Logarithmic bump conditions and the two weight boundedness of Calder\'on-Zygmund operators

TL;DR

This paper establishes new two-weight boundedness conditions for Calderón-Zygmund operators using logarithmic bump conditions, partially resolving longstanding conjectures and providing counterexamples to previous conjectures.

Contribution

It introduces sharp log bump conditions for two-weight inequalities, advancing understanding of Calderón-Zygmund operator boundedness and disproving a conjecture by Muckenhoupt and Wheeden.

Findings

Haar shifts map $L^p(v)$ to $L^p(u)$ with quadratic dependence on complexity.

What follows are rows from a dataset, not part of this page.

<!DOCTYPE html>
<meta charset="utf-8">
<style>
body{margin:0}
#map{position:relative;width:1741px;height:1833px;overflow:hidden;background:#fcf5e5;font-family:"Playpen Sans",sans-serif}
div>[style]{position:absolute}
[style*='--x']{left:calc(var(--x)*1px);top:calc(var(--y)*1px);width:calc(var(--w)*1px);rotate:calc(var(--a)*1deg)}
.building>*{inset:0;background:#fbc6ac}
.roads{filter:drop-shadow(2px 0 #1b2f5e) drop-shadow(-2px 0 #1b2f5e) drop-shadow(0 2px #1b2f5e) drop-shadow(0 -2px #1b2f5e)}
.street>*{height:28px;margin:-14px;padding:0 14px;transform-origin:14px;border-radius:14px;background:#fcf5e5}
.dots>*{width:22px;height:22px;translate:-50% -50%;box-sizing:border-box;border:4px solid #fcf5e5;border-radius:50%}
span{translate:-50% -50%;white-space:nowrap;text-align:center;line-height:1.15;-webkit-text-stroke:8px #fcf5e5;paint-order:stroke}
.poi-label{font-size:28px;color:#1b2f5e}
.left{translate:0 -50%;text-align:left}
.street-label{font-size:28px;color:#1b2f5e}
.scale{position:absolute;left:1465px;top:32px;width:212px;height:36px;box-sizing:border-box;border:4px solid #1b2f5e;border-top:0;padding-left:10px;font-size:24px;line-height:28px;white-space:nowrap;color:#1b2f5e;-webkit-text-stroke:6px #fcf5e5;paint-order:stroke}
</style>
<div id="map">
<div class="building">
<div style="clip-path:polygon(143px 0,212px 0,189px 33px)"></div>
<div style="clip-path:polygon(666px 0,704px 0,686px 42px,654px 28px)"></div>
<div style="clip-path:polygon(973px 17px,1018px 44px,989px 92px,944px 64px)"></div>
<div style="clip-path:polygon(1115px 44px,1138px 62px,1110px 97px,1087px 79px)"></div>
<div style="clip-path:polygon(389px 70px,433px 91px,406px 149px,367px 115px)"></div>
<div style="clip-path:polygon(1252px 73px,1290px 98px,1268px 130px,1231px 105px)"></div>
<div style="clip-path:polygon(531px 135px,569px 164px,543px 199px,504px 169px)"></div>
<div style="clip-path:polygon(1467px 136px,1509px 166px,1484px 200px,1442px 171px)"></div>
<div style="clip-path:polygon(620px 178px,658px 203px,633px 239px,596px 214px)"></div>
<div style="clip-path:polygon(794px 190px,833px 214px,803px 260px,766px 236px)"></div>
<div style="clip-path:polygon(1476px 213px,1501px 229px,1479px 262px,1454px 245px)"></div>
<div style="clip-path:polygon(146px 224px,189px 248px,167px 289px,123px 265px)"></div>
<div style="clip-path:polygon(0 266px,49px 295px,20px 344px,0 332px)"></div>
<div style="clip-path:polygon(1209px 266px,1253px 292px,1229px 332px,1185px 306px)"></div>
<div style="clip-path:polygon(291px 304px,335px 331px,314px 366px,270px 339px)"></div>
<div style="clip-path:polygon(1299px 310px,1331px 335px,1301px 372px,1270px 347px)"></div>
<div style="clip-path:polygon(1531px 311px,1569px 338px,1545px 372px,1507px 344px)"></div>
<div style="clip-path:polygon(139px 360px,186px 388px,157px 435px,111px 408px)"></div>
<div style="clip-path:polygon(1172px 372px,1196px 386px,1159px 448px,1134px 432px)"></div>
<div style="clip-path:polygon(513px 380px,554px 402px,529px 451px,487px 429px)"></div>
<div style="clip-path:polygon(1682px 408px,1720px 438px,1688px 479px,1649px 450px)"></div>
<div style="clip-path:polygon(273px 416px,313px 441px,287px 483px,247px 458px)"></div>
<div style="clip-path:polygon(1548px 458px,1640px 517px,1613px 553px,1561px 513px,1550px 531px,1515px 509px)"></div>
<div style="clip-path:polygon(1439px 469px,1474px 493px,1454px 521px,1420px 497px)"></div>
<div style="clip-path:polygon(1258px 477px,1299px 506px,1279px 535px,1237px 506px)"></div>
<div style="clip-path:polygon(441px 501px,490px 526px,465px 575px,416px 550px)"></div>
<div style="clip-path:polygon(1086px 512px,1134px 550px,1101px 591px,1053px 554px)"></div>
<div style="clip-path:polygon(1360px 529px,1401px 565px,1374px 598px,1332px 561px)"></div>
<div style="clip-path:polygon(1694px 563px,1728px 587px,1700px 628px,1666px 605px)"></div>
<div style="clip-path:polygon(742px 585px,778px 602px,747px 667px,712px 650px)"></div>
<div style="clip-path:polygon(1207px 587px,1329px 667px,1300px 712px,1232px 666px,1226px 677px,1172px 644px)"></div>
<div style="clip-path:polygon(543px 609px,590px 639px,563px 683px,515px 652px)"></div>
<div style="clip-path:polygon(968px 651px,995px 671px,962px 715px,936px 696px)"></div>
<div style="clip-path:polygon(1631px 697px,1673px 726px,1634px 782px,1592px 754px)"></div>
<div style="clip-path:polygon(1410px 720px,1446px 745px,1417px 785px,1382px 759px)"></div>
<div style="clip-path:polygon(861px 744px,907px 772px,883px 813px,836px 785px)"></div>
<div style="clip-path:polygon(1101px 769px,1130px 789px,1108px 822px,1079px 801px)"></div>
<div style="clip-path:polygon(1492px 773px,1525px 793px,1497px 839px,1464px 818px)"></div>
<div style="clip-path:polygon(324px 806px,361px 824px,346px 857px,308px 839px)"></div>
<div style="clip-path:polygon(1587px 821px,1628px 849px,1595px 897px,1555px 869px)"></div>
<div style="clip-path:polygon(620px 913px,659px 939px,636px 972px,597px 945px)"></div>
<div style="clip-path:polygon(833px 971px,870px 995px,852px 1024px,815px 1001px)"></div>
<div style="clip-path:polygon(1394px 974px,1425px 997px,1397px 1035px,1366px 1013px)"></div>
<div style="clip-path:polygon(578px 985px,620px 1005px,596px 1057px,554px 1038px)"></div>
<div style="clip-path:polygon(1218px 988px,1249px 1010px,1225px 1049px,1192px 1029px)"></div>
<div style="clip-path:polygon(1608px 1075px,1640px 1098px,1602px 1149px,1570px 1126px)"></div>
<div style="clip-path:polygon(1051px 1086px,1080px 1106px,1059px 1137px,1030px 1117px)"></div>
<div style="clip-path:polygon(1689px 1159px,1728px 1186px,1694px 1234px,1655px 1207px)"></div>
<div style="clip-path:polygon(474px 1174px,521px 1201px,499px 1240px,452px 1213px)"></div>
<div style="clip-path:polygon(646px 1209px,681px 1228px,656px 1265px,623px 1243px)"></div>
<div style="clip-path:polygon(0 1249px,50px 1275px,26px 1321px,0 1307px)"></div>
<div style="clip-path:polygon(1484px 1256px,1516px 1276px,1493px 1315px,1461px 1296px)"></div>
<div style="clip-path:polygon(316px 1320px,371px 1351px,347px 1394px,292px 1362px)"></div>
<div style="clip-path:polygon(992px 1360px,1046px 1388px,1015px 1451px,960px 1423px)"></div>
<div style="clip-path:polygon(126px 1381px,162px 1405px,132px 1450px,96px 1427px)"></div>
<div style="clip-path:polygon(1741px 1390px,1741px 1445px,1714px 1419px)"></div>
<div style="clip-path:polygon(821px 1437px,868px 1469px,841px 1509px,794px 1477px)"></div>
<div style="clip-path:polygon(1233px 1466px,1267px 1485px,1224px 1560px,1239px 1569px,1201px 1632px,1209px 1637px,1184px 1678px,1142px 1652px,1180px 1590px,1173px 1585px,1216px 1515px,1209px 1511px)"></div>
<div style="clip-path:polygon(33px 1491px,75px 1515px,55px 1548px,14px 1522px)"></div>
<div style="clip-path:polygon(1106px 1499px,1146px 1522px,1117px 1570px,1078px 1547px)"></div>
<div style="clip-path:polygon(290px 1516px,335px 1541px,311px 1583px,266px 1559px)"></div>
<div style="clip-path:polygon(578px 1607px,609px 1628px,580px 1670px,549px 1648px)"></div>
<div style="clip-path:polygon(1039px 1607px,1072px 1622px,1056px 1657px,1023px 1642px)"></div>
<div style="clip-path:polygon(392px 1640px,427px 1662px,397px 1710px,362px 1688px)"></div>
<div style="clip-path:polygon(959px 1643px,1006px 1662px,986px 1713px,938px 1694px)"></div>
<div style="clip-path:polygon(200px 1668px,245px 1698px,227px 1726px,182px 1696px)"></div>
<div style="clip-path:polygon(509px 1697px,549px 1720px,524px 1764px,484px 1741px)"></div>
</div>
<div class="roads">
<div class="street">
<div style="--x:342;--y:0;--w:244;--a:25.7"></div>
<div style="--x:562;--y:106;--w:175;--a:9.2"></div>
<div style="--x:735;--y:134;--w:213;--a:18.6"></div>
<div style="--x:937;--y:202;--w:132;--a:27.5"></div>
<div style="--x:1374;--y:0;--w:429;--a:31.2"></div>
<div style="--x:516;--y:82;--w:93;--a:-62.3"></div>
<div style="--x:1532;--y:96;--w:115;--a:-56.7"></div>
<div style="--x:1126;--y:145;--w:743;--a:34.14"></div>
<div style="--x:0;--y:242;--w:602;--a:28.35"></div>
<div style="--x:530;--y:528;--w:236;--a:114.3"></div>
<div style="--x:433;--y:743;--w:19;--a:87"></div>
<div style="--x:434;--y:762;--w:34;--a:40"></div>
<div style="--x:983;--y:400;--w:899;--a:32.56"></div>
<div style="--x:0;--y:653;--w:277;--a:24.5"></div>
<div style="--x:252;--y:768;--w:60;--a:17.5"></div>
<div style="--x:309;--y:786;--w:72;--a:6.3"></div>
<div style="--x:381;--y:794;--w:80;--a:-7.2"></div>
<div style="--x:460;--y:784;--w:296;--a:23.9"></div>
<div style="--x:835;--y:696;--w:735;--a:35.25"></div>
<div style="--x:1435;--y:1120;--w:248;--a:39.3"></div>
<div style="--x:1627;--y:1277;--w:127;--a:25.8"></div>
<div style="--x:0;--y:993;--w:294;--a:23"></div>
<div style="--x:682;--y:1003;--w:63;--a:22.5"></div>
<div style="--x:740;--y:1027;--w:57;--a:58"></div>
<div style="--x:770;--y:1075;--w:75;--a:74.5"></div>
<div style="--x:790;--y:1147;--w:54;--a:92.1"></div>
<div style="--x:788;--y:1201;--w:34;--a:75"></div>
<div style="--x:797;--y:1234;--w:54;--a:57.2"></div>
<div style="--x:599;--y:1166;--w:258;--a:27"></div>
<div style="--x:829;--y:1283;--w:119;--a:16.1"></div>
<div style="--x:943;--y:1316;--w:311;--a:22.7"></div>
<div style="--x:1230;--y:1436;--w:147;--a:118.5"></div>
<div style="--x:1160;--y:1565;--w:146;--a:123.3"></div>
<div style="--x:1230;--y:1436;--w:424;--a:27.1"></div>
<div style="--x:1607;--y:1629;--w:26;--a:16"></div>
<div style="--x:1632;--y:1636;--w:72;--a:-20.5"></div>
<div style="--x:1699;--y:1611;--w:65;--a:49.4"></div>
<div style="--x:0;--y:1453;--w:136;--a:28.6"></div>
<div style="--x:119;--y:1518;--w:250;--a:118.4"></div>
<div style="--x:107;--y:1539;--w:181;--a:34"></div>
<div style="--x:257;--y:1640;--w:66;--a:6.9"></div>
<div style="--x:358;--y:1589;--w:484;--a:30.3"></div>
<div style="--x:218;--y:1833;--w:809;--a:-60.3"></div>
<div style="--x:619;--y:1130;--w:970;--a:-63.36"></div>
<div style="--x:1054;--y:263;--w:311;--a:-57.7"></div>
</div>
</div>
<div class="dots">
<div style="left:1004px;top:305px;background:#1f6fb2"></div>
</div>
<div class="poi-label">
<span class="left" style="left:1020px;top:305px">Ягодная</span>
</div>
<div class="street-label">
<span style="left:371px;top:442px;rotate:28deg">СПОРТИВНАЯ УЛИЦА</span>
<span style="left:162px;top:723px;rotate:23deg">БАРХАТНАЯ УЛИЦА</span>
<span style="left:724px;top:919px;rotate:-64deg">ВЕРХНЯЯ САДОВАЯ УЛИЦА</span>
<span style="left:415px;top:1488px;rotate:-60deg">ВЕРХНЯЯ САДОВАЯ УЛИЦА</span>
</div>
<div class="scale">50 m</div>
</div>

Two-weight boundedness for all Calderón-Zygmund operators under new conditions.

Disproof of a conjecture on weak-type inequalities for the Hilbert transform.

Abstract

We prove that if a pair of weights $(u,v)$ satisfies a sharp $A_p$-bump condition in the scale of log bumps and certain loglog bumps, then Haar shifts map $L^p(v)$ into $L^p(u)$ with a constant quadratic in the complexity of the shift. This in turn implies the two weight boundedness for all Calder\'on-Zygmund operators. This gives a partial answer to a long-standing conjecture. We also give a partial result for a related conjecture for weak-type inequalities. To prove our main results we combine several different approaches to these problems; in particular we use many of the ideas developed to prove the $A_2$ conjecture. As a byproduct of our work we also disprove a conjecture by Muckenhoupt and Wheeden on weak-type inequalities for the Hilbert transform. This is closely related to the recent counterexamples of Reguera, Scurry and Thiele.